> _Stored items_
____

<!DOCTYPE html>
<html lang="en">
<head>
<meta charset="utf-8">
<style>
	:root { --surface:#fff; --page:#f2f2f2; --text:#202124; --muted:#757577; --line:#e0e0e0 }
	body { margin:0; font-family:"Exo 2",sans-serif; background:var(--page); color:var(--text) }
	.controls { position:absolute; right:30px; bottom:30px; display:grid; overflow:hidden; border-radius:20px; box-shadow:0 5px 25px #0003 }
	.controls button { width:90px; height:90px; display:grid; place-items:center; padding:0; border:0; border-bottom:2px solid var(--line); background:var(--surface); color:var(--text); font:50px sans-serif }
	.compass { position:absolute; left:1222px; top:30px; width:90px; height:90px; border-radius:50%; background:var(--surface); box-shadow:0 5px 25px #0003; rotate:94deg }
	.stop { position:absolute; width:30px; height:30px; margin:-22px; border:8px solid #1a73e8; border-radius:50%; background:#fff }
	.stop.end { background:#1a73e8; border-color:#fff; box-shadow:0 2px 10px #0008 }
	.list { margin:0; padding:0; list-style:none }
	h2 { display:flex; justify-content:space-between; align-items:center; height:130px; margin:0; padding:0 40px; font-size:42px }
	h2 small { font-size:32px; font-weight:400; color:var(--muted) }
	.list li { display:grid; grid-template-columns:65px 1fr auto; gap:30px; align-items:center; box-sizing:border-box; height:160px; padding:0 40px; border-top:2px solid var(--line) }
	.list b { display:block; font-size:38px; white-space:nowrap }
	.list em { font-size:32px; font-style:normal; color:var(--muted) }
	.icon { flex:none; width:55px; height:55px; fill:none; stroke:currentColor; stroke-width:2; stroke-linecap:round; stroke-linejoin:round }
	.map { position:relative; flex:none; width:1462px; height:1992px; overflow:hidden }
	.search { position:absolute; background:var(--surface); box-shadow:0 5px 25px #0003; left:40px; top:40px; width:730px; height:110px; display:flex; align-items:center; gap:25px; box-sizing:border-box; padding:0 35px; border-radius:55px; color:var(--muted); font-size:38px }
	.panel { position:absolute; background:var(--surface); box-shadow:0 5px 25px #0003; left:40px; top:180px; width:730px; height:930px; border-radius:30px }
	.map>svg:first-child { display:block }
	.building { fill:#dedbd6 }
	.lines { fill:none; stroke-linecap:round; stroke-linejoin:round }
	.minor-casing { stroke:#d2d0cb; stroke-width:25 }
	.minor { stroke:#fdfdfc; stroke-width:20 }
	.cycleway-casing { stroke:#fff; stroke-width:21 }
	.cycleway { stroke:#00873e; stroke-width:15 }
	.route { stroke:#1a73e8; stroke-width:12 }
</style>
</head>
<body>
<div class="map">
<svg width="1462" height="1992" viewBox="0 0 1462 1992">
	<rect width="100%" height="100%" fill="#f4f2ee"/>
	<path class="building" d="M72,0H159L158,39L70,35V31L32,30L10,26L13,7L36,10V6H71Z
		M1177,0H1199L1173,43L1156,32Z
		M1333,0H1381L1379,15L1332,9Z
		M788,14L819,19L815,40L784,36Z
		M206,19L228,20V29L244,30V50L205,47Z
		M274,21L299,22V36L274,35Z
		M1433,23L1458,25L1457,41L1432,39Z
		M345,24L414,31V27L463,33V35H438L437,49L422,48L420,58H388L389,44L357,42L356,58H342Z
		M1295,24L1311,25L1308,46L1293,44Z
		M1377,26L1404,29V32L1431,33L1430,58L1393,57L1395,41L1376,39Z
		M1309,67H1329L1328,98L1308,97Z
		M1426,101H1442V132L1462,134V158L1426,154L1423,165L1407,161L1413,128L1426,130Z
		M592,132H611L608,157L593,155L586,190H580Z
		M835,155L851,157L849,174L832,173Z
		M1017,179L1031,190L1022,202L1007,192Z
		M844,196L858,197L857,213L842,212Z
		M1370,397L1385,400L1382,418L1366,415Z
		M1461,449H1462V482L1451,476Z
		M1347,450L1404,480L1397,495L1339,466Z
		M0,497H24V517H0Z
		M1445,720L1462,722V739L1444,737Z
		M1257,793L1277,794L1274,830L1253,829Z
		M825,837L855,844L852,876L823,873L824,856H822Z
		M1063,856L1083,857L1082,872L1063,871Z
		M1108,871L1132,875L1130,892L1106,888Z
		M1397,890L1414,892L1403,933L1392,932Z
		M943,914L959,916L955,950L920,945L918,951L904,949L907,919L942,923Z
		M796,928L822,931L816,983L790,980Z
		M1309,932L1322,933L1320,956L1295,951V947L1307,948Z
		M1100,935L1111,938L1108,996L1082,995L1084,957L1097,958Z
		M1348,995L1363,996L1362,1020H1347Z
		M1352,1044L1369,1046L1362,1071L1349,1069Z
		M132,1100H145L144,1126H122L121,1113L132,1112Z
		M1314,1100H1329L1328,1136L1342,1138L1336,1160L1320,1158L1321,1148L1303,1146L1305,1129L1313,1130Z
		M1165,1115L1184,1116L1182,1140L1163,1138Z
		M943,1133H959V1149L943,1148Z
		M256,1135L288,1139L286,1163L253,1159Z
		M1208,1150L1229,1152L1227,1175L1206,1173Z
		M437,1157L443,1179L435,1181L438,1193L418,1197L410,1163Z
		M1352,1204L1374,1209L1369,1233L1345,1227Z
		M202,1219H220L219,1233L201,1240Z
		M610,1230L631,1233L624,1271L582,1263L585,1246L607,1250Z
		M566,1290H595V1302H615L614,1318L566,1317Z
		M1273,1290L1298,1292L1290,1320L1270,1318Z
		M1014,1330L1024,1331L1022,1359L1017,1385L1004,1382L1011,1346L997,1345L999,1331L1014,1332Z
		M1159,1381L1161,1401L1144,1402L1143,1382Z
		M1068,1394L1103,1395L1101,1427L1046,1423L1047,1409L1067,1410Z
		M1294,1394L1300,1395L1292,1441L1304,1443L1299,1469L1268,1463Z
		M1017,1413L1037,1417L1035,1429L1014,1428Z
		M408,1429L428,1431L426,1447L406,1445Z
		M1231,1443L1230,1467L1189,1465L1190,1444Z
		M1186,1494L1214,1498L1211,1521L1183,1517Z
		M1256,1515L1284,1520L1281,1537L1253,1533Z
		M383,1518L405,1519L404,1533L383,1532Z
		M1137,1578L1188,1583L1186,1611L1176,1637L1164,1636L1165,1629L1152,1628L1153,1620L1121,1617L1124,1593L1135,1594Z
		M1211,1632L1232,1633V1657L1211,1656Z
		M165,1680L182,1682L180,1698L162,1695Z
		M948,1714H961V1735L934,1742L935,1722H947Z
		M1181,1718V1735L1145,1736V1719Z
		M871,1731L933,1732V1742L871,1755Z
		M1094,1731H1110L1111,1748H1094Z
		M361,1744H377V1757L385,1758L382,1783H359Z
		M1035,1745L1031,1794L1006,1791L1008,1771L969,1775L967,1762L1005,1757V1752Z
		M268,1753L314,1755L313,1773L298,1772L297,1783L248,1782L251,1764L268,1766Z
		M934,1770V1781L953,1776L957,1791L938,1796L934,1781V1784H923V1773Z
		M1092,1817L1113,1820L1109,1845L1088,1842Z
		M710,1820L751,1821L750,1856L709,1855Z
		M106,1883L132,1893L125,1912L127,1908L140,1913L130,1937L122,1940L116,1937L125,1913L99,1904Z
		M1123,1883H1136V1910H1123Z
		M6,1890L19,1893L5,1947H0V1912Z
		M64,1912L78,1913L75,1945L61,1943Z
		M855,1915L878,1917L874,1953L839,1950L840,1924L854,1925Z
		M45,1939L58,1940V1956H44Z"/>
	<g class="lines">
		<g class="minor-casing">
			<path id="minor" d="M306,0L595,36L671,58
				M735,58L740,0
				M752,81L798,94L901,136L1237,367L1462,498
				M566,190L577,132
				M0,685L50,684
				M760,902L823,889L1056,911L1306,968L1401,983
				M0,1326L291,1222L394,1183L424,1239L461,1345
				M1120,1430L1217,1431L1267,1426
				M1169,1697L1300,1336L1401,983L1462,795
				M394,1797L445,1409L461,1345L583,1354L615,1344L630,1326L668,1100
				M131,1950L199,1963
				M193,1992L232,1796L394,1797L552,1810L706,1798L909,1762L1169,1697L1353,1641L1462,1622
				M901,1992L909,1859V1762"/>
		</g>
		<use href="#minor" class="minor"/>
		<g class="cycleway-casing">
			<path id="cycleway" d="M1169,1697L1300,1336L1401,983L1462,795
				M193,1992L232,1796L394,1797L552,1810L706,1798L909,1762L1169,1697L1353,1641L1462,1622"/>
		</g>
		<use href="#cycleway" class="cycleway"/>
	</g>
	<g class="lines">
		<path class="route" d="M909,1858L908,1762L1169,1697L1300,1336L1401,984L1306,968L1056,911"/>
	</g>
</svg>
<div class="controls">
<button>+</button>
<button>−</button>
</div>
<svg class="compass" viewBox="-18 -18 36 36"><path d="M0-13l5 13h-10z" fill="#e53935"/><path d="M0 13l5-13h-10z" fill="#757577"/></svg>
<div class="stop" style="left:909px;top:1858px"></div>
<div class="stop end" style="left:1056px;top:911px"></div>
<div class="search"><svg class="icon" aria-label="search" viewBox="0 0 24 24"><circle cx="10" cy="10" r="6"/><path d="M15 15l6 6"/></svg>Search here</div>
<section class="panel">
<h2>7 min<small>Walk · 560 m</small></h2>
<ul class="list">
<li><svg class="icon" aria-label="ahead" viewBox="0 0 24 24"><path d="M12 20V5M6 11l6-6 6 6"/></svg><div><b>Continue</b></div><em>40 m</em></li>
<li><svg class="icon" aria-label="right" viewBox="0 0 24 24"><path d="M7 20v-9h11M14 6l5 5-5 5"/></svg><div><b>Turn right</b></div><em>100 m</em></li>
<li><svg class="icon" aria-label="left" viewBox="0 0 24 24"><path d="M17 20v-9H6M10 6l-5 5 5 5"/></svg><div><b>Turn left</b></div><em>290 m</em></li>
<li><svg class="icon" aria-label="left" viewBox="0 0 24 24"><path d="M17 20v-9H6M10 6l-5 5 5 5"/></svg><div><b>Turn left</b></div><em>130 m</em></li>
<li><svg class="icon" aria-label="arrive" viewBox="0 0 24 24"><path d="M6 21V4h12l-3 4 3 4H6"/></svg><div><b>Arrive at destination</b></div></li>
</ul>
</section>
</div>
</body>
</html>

____

> _Exercise goal_
Reproduce only the lines above spanning from the line containing "background:#1a73e8; border-color:#fff; box-shadow:0" through the line containing "display:block; font-size:38px; white-space:nowrap", word for word.

> _Worked solution_
	.stop.end { background:#1a73e8; border-color:#fff; box-shadow:0 2px 10px #0008 }
	.list { margin:0; padding:0; list-style:none }
	h2 { display:flex; justify-content:space-between; align-items:center; height:130px; margin:0; padding:0 40px; font-size:42px }
	h2 small { font-size:32px; font-weight:400; color:var(--muted) }
	.list li { display:grid; grid-template-columns:65px 1fr auto; gap:30px; align-items:center; box-sizing:border-box; height:160px; padding:0 40px; border-top:2px solid var(--line) }
	.list b { display:block; font-size:38px; white-space:nowrap }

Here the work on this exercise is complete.